Внизу – сквозь руки, закрывающие лицо, – еле слышно:
– Я каждую ночь… Я не могу – если меня вылечат… Я каждую ночь – одна, в темноте думаю о нем – какой он будет, как я его буду… Мне же нечем тогда жить – понимаете? И вы должны – вы должны…
Нелепое чувство – но я в самом деле уверен: да, должен. Нелепое – потому что этот мой долг – еще одно преступление. Нелепое – потому что белое не может быть одновременно черным, долг и преступление – не могут совпадать. Или нет в жизни ни черного, ни белого, и цвет зависит только от основной логической посылки. И если посылкой было то, что я противозаконно дал ей ребенка…
– Ну хорошо – только не надо, только не надо… – говорю я. – Вы понимаете: я должен повести вас к I – как я тогда предлагал, чтобы она…
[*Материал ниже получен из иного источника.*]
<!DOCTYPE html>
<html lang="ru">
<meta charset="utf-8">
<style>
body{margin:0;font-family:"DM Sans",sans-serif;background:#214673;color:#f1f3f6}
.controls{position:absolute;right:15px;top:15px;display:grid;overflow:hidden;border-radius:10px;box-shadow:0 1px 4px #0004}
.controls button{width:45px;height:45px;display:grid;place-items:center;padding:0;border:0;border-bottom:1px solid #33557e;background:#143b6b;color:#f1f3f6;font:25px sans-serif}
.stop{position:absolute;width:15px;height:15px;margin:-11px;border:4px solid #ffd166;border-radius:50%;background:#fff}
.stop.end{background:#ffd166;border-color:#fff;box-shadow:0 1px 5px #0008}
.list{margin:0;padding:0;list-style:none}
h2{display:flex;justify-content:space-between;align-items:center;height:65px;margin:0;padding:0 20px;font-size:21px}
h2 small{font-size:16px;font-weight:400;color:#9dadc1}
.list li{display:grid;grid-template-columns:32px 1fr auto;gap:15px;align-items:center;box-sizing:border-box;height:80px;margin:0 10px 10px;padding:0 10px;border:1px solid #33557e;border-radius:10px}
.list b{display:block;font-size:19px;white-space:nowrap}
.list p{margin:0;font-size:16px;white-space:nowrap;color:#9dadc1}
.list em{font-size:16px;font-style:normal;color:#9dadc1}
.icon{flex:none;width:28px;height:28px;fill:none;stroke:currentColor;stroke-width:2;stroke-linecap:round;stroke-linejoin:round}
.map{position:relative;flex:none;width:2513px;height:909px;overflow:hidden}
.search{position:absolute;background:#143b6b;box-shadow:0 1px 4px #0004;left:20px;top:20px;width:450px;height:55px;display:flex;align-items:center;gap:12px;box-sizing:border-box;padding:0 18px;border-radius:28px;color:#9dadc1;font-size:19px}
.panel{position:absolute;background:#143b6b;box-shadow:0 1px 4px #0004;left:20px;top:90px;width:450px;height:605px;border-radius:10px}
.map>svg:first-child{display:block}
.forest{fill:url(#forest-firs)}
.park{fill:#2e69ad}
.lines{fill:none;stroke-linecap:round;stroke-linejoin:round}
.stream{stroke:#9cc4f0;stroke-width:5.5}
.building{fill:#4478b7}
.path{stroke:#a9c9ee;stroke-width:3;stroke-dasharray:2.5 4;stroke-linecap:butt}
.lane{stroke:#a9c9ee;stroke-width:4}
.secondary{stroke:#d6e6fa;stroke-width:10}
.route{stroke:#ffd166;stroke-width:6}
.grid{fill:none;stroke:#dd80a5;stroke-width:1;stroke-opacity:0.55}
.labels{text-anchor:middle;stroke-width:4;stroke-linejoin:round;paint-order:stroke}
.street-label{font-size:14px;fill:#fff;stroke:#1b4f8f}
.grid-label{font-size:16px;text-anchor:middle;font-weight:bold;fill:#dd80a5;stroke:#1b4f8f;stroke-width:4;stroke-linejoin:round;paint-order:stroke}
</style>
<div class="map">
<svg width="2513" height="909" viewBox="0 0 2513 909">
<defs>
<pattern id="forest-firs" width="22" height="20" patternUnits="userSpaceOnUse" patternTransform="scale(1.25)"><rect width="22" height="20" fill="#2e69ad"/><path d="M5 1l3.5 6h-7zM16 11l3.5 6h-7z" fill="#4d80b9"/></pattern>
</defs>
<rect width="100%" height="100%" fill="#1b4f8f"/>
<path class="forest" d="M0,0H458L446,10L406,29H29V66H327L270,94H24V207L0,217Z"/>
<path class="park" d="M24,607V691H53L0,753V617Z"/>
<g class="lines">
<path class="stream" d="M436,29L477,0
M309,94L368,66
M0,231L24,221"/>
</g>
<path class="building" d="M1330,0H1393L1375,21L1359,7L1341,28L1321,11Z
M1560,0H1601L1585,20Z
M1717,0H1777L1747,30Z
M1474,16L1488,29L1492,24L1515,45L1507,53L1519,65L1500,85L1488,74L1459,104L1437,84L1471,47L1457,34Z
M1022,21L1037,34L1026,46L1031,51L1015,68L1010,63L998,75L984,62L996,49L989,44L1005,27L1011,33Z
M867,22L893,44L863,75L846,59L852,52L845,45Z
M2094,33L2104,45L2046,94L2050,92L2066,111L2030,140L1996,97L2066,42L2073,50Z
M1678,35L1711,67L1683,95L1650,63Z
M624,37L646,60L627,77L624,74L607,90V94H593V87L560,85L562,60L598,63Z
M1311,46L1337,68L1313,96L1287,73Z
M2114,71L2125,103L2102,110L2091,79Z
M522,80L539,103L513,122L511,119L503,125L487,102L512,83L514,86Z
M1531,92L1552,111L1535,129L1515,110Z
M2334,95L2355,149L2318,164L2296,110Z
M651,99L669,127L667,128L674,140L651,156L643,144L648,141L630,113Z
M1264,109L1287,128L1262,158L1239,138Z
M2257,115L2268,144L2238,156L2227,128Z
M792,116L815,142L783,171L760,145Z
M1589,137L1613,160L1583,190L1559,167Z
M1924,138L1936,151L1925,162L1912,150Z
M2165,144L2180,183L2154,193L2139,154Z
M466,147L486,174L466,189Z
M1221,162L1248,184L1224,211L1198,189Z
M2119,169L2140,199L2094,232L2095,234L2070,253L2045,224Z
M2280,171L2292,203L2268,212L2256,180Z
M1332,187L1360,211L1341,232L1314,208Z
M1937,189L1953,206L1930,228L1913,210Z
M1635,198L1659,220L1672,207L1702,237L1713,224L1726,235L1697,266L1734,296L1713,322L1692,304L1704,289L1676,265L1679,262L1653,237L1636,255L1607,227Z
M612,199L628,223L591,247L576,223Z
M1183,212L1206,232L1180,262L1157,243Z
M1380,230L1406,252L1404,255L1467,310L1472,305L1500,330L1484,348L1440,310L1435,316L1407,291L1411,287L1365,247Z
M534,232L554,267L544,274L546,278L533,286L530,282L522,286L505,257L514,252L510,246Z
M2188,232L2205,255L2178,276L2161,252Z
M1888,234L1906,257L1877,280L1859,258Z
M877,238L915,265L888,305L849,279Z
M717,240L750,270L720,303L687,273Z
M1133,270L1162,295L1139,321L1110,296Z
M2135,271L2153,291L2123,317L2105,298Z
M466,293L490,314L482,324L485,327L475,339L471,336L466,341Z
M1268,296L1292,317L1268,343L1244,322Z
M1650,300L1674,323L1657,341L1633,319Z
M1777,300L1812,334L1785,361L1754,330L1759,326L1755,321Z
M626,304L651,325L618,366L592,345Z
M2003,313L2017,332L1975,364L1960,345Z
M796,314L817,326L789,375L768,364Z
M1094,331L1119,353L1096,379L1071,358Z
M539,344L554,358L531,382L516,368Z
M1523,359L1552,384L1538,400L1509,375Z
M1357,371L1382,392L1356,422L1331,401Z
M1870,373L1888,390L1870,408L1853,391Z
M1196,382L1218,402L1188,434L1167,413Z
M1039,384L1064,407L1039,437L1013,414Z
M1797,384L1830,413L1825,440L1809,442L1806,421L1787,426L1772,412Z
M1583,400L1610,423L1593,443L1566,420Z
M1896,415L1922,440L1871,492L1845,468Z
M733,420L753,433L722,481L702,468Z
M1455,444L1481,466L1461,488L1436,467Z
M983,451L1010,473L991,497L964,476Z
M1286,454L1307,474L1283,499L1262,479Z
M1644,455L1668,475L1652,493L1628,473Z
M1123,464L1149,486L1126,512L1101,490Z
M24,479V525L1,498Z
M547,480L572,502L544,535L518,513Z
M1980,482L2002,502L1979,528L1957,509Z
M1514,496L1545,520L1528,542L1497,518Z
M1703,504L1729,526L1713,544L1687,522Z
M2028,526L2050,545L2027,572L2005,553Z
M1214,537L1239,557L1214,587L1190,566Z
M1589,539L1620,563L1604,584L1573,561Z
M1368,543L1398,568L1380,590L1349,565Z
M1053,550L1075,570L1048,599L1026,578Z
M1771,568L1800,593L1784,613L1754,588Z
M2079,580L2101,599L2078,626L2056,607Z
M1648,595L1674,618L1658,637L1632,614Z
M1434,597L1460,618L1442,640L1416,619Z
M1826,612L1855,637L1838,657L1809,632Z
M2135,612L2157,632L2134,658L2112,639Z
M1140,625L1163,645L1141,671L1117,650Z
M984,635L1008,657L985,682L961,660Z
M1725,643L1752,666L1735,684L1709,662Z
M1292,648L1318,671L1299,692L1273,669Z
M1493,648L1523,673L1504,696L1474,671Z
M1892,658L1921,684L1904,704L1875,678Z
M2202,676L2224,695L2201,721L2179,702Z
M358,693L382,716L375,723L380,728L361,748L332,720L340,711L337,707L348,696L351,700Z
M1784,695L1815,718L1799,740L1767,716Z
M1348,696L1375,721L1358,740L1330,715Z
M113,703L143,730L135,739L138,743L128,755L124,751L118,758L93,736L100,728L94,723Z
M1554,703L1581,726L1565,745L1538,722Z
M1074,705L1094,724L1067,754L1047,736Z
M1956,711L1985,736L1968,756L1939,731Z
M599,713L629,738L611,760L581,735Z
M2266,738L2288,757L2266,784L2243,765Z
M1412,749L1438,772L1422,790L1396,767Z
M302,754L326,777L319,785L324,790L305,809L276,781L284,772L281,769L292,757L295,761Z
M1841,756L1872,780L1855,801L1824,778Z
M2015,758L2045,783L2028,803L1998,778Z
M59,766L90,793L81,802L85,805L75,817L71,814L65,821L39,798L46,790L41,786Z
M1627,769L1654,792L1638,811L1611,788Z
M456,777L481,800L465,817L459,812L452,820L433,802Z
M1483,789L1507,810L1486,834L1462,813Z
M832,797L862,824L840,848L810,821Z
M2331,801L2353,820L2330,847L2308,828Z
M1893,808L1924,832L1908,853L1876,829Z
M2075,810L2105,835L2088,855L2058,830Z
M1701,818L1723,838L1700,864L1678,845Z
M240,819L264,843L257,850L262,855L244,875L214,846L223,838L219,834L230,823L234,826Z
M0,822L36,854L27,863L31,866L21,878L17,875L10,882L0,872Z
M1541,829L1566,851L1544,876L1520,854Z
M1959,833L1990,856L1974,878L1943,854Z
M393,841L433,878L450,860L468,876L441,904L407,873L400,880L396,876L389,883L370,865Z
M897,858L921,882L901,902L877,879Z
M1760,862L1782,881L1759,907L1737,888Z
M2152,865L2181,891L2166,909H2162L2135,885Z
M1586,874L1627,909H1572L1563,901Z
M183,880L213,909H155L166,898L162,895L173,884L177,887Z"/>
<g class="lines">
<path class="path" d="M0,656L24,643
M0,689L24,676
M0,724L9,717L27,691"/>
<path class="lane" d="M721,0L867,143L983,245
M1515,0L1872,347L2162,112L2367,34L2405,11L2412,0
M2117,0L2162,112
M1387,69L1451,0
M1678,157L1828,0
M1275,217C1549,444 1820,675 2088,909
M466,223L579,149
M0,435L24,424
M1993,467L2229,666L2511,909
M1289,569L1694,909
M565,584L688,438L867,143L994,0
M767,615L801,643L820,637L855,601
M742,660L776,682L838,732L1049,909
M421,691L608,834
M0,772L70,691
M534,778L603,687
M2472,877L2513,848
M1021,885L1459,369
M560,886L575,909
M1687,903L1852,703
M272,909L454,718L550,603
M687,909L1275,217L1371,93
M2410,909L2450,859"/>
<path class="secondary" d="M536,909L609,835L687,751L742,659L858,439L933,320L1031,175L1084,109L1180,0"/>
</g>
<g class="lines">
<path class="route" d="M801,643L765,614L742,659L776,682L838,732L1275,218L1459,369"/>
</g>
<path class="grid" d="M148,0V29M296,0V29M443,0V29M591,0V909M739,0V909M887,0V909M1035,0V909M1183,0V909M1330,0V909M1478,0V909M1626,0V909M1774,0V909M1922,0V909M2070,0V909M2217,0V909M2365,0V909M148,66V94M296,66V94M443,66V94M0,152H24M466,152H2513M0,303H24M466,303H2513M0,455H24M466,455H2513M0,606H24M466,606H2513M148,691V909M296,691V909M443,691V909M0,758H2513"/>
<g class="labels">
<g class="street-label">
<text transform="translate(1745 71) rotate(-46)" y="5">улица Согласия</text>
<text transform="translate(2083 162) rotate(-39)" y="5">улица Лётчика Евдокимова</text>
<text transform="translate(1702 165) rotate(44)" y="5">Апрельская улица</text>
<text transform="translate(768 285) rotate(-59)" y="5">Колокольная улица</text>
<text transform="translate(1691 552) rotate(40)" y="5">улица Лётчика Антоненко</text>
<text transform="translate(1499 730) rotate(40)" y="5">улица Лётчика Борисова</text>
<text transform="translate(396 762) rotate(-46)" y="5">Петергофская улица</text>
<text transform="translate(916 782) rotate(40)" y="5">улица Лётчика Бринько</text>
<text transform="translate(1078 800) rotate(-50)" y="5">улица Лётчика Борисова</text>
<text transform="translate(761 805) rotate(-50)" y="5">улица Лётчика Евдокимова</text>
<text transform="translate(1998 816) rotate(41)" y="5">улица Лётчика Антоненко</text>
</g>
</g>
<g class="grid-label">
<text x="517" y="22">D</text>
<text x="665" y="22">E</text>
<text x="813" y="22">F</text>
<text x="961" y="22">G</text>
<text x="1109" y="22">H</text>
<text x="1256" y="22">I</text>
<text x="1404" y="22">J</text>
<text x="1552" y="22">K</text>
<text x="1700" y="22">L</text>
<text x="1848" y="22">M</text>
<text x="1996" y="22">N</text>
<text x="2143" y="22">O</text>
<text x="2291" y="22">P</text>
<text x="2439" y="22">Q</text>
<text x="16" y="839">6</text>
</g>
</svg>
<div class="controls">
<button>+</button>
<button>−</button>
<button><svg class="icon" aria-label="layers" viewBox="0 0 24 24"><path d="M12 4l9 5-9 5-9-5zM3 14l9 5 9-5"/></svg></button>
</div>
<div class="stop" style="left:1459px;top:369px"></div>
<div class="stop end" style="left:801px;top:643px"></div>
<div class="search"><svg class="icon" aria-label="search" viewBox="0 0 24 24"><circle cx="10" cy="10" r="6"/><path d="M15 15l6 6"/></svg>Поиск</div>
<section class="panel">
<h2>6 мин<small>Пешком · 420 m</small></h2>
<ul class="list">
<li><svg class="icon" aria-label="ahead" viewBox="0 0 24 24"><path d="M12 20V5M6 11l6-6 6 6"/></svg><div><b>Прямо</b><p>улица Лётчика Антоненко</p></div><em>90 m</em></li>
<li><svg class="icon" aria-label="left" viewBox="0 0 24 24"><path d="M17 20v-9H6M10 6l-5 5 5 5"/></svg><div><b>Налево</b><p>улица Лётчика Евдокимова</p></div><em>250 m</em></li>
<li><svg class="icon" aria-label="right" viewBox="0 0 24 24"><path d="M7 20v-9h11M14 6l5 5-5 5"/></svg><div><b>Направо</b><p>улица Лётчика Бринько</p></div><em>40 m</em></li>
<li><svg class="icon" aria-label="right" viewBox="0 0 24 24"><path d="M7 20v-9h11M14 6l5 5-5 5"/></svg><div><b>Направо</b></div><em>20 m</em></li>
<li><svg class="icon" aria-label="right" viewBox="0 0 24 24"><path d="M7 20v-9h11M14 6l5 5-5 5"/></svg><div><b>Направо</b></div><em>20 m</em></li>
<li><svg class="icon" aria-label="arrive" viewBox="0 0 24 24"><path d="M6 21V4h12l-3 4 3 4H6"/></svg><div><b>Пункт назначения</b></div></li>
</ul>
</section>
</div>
– Да… (– тихо, не отнимая рук от лица).
Я помог встать ей. И молча, каждый о своем – или, может быть, об одном и том же – по темнеющей улице, среди немых свинцовых домов, сквозь тугие, хлещущие ветки ветра…
В какой-то прозрачной, напряженной точке – я сквозь свист ветра услышал сзади знакомые, вышлепывающие, как по лужам, шаги. На повороте оглянулся – среди опрокинуто несущихся, отраженных в тусклом стекле мостовой туч – увидел S. Тотчас же у меня – посторонние, не в такт размахивающие руки, и я громко рассказываю О – что завтра… да, завтра – первый полет «[Интеграла]», это будет нечто совершенно небывалое, чудесное, жуткое.